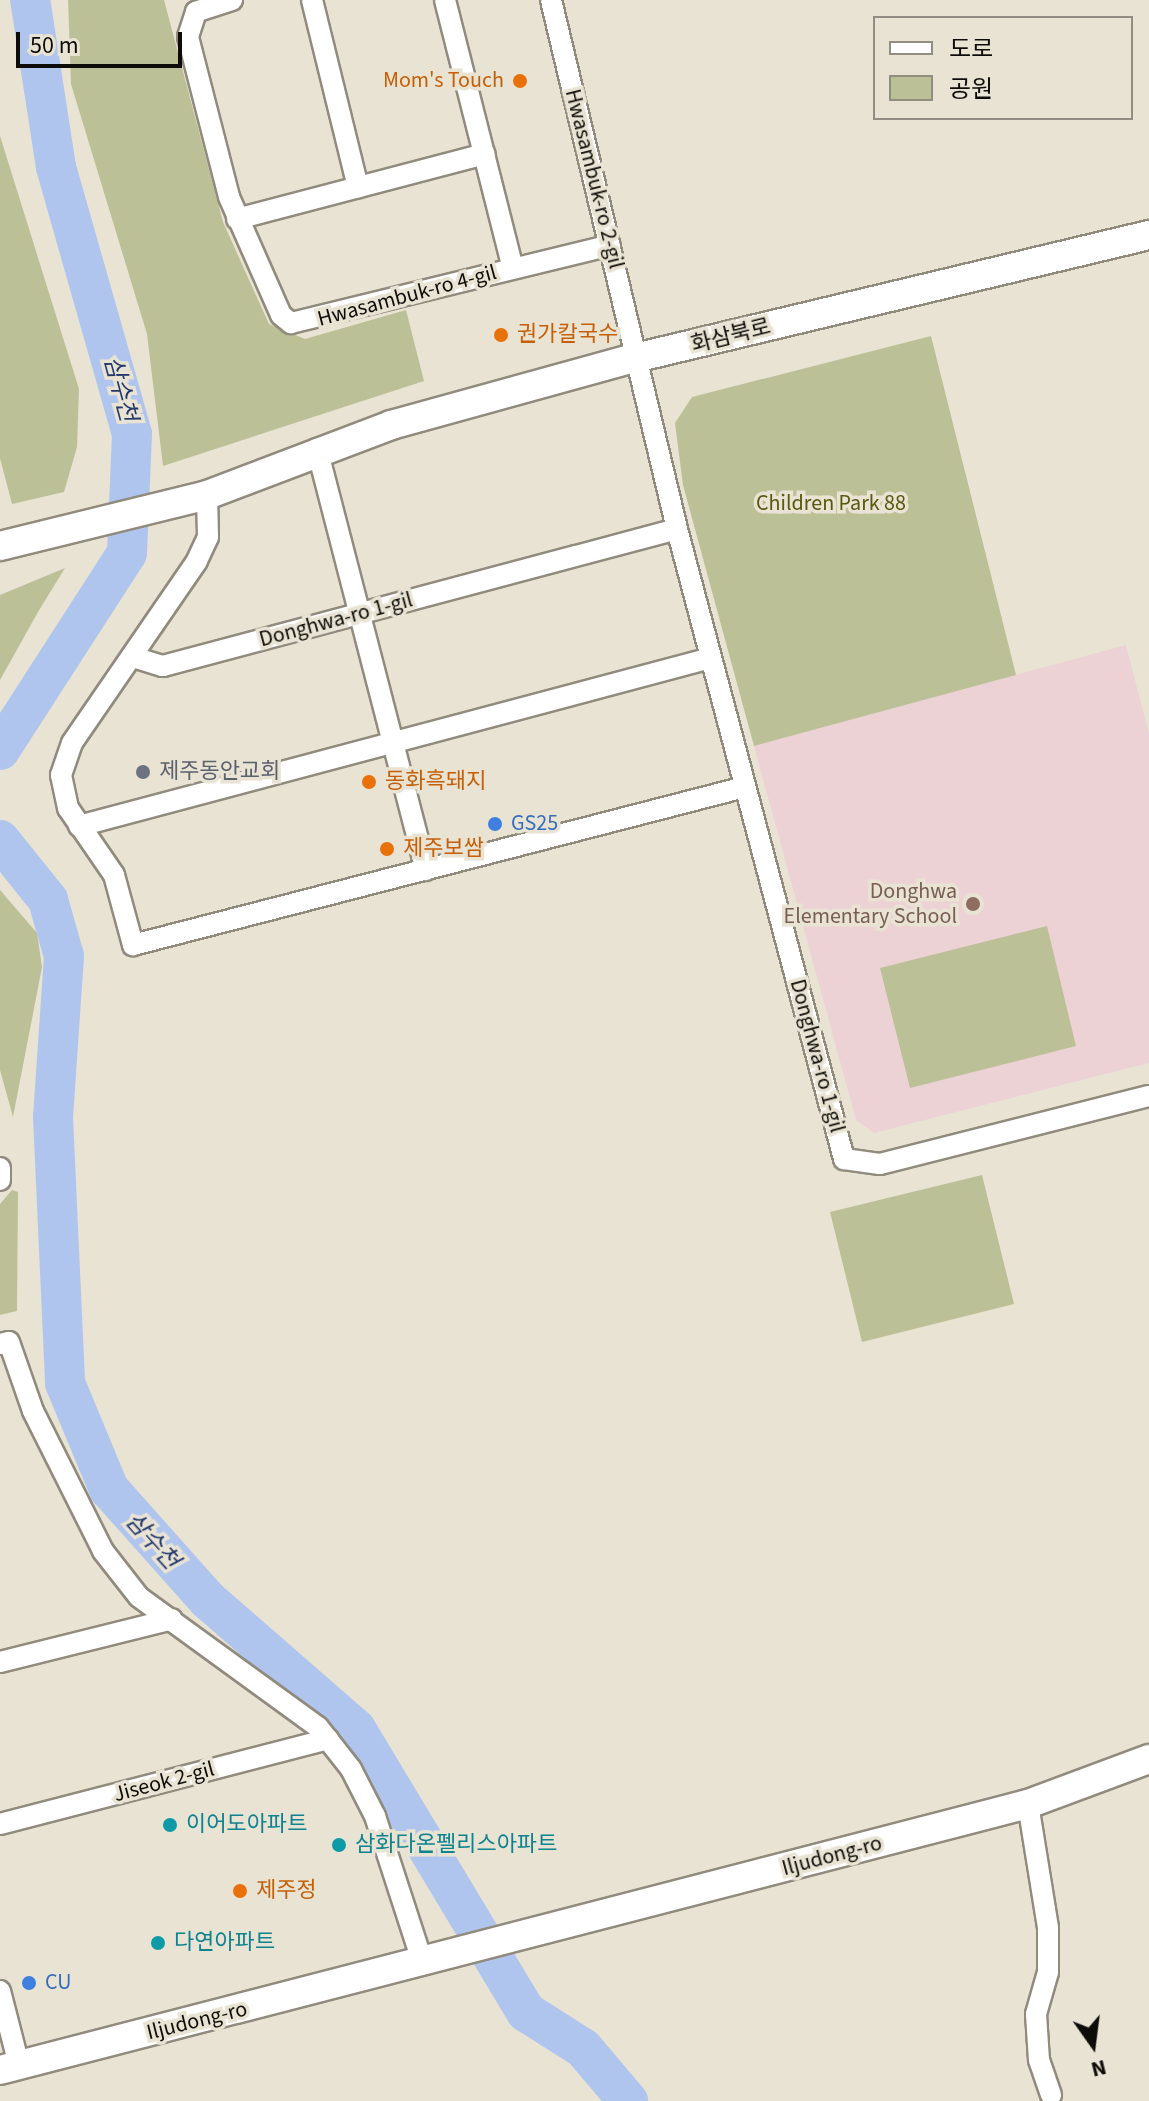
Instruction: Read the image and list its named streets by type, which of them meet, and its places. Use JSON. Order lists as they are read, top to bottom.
{
  "streets": {
    "street": [
      "Hwasambuk-ro 2-gil",
      "Hwasambuk-ro 4-gil",
      "화삼북로",
      "Donghwa-ro 1-gil",
      "Jiseok 2-gil",
      "Iljudong-ro"
    ]
  },
  "crossings": [
    ["Hwasambuk-ro 2-gil", "Hwasambuk-ro 4-gil"],
    ["Hwasambuk-ro 2-gil", "화삼북로"],
    ["Hwasambuk-ro 2-gil", "Donghwa-ro 1-gil"],
    ["화삼북로", "Donghwa-ro 1-gil"]
  ],
  "water": ["삼수천"],
  "parks": ["Children Park 88"],
  "places": [
    "Mom's Touch",
    "권가칼국수",
    "제주동안교회",
    "동화흑돼지",
    "GS25",
    "제주보쌈",
    "Donghwa Elementary School",
    "이어도아파트",
    "삼화다온펠리스아파트",
    "제주정",
    "다연아파트",
    "CU"
  ],
  "legend": ["도로", "공원"],
  "scale_bar": "50 m",
  "north": "bottom"
}
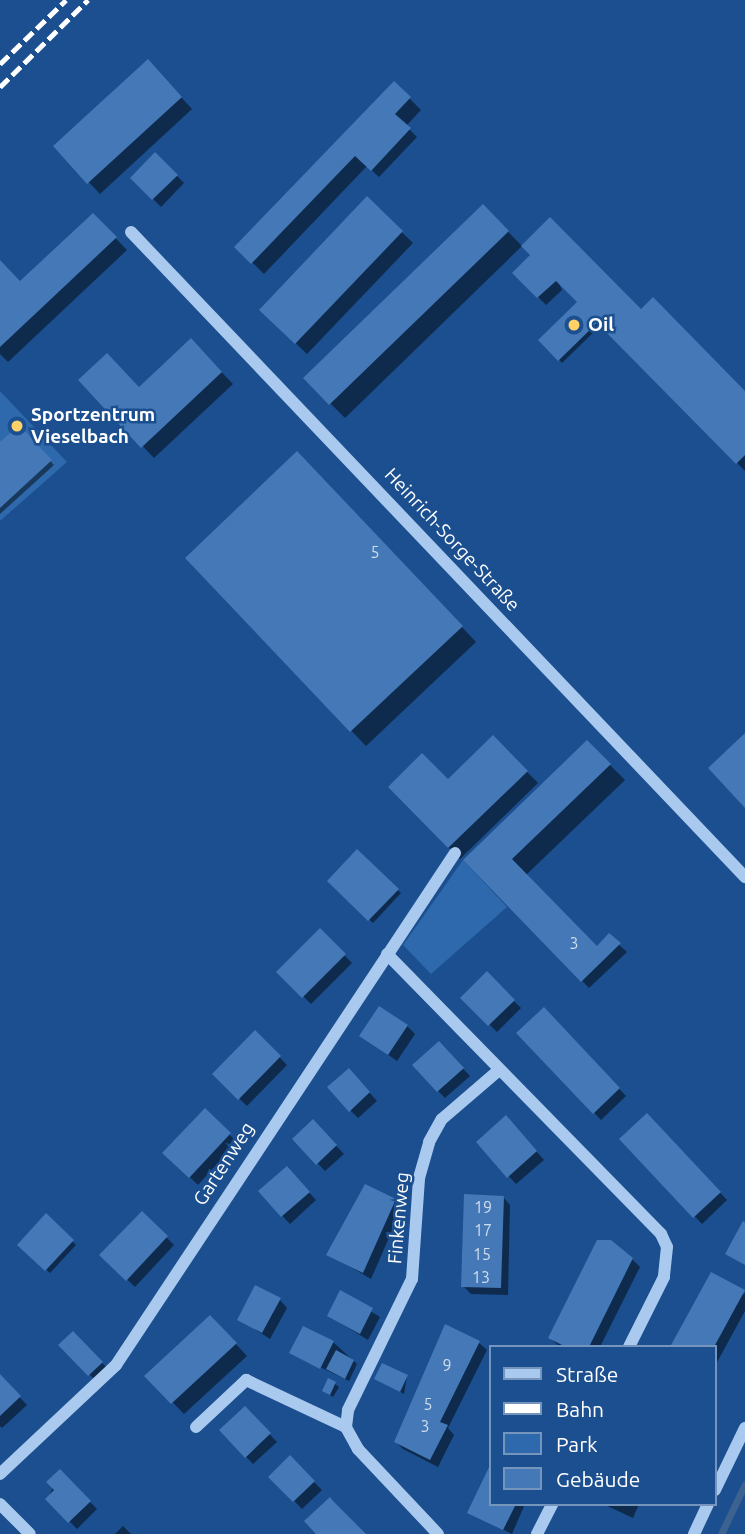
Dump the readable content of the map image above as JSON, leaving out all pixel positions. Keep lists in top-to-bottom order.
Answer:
{
  "streets": {
    "street": ["Heinrich-Sorge-Straße", "Gartenweg", "Finkenweg"]
  },
  "places": ["Oil", "Sportzentrum Vieselbach"],
  "house_numbers": [
    "5",
    "3",
    "19",
    "17",
    "15",
    "13",
    "9",
    "5",
    "3"
  ],
  "legend": [
    "Straße",
    "Bahn",
    "Park",
    "Gebäude"
  ]
}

-*-

## DESCRIPTION OF THE TASK:
Exactly as they appear, print the lines of the listing above from its first line through the line that contains "Dump the readable", minus the pictures.

## TASK RESPONSE:
Instruction: Read the image and list its named streets by type, which of them meet, and its places. Use JSON. Order lists as they are read, top to bottom.
{
  "streets": {
    "street": [
      "Hwasambuk-ro 2-gil",
      "Hwasambuk-ro 4-gil",
      "화삼북로",
      "Donghwa-ro 1-gil",
      "Jiseok 2-gil",
      "Iljudong-ro"
    ]
  },
  "crossings": [
    ["Hwasambuk-ro 2-gil", "Hwasambuk-ro 4-gil"],
    ["Hwasambuk-ro 2-gil", "화삼북로"],
    ["Hwasambuk-ro 2-gil", "Donghwa-ro 1-gil"],
    ["화삼북로", "Donghwa-ro 1-gil"]
  ],
  "water": ["삼수천"],
  "parks": ["Children Park 88"],
  "places": [
    "Mom's Touch",
    "권가칼국수",
    "제주동안교회",
    "동화흑돼지",
    "GS25",
    "제주보쌈",
    "Donghwa Elementary School",
    "이어도아파트",
    "삼화다온펠리스아파트",
    "제주정",
    "다연아파트",
    "CU"
  ],
  "legend": ["도로", "공원"],
  "scale_bar": "50 m",
  "north": "bottom"
}
Dump the readable content of the map image above as JSON, leaving out all pixel positions. Keep lists in top-to-bottom order.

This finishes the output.